Higher Education Quick Takes
The U.S. Justice Department has decided to intervene in a lawsuit alleging that Education Management Corp. violated federal law barring incentive compensation for recruiters, the company announced Monday. Qui tam lawsuits, as they are known, are filed under the federal False Claims Act by an individual who believes he or she has identified fraud committed against the federal government, and who sues hoping to be joined by the U.S. Justice Department. Interventions by the Justice Department, which in this instance came in a case filed in a Pennsylvania federal court, are rare, though. Education Management, which operates the Art Institutes, Argosy University, and South University, among others, said in a filing with the Securities and Exchange Commission that it expected several states to join the qui tam action alleging violations of their state False Claims Acts, too.
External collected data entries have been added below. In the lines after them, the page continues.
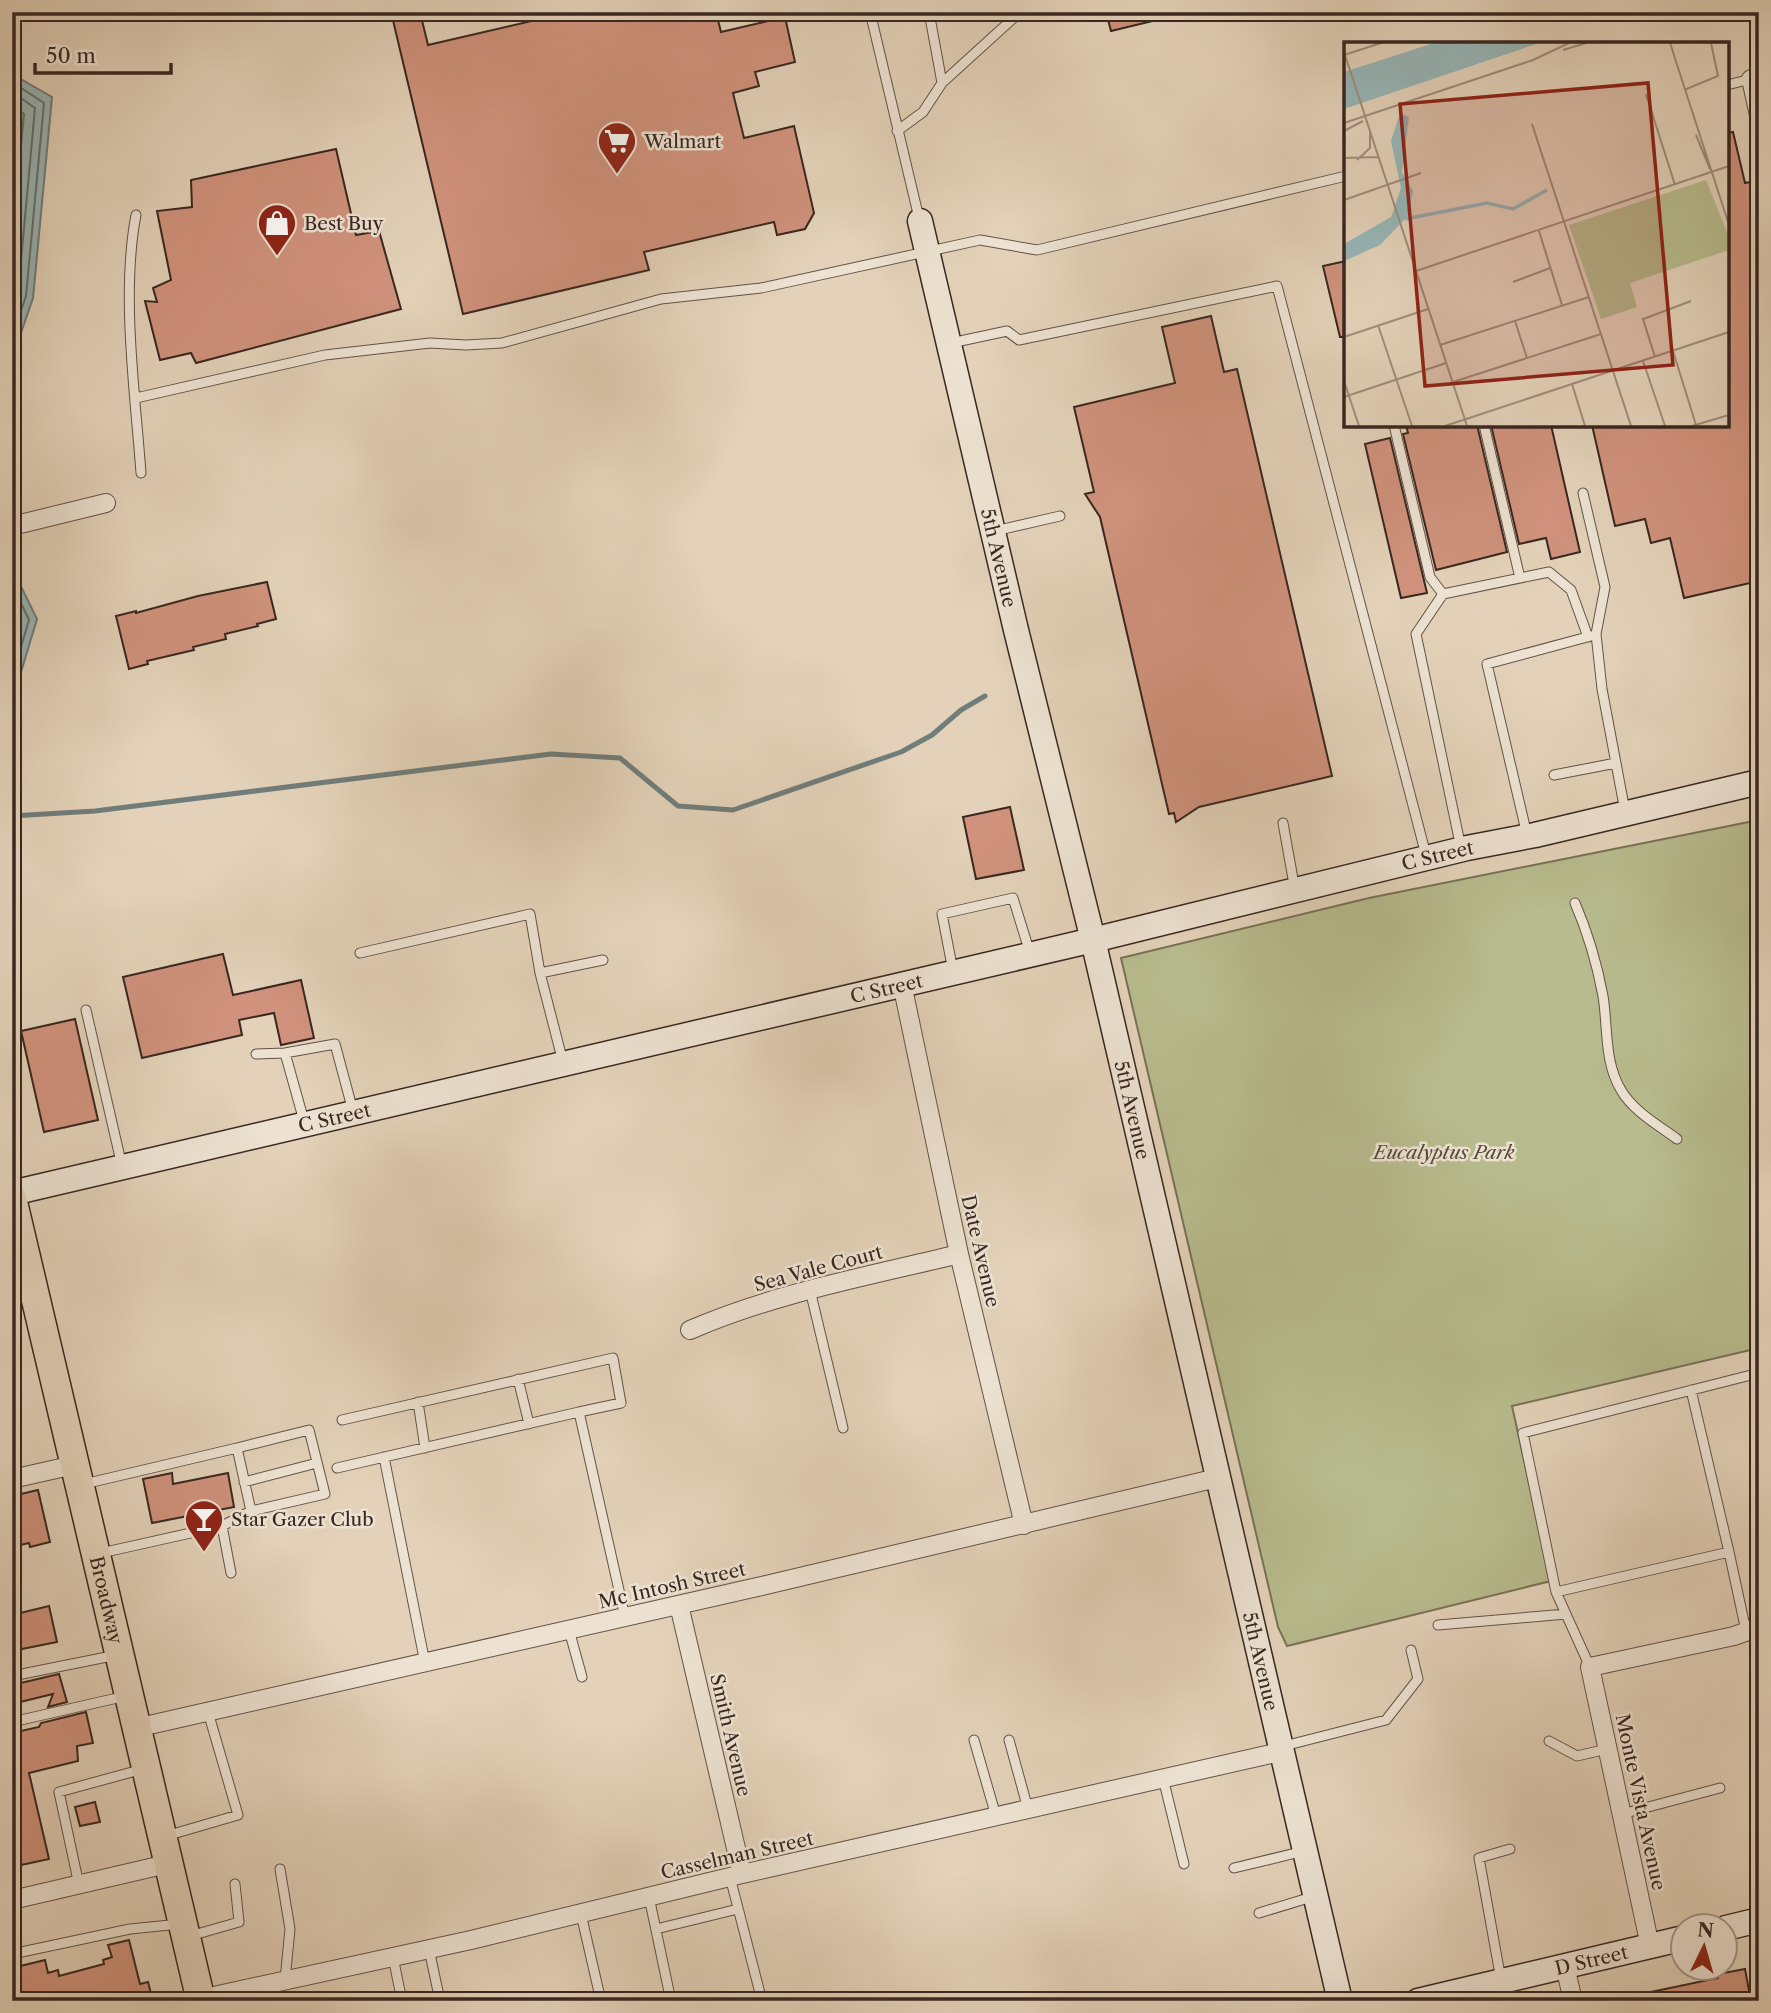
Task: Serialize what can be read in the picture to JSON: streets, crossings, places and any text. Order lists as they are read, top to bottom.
{
  "streets": {
    "main road": ["Broadway"],
    "street": [
      "5th Avenue",
      "C Street",
      "Date Avenue",
      "Sea Vale Court",
      "Mc Intosh Street",
      "Smith Avenue",
      "Monte Vista Avenue",
      "Casselman Street",
      "D Street"
    ]
  },
  "crossings": [
    ["5th Avenue", "C Street"],
    ["5th Avenue", "Mc Intosh Street"],
    ["5th Avenue", "Casselman Street"],
    ["C Street", "Date Avenue"],
    ["C Street", "Broadway"],
    ["Date Avenue", "Sea Vale Court"],
    ["Date Avenue", "Mc Intosh Street"],
    ["Mc Intosh Street", "Broadway"],
    ["Mc Intosh Street", "Smith Avenue"],
    ["Broadway", "Casselman Street"],
    ["Smith Avenue", "Casselman Street"],
    ["Monte Vista Avenue", "D Street"]
  ],
  "parks": ["Eucalyptus Park"],
  "places": {
    "supermarket": ["Walmart"],
    "shop": ["Best Buy"],
    "bar": ["Star Gazer Club"]
  },
  "scale_bar": "50 m",
  "north": "top"
}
Don Giljum, a lecturer at the University of Missouri at St. Louis, and an uninvited observer of his labor studies course were arrested after an altercation in the class, The St. Louis Post-Dispatch reported. The uninvited observer had a camera with him. The course has been the subject of video postings by conservative bloggers -- postings that the instructors and the university have found to be distorted.
A new WikiLeaks cable shows that the U.S. Embassy in Canada is worried about "anti-American biases" in Canadian universities, The National Post reported. The cable describes incidents observed by an embassy official taking courses at a university in Ottawa of students and faculty members criticizing U.S. policy.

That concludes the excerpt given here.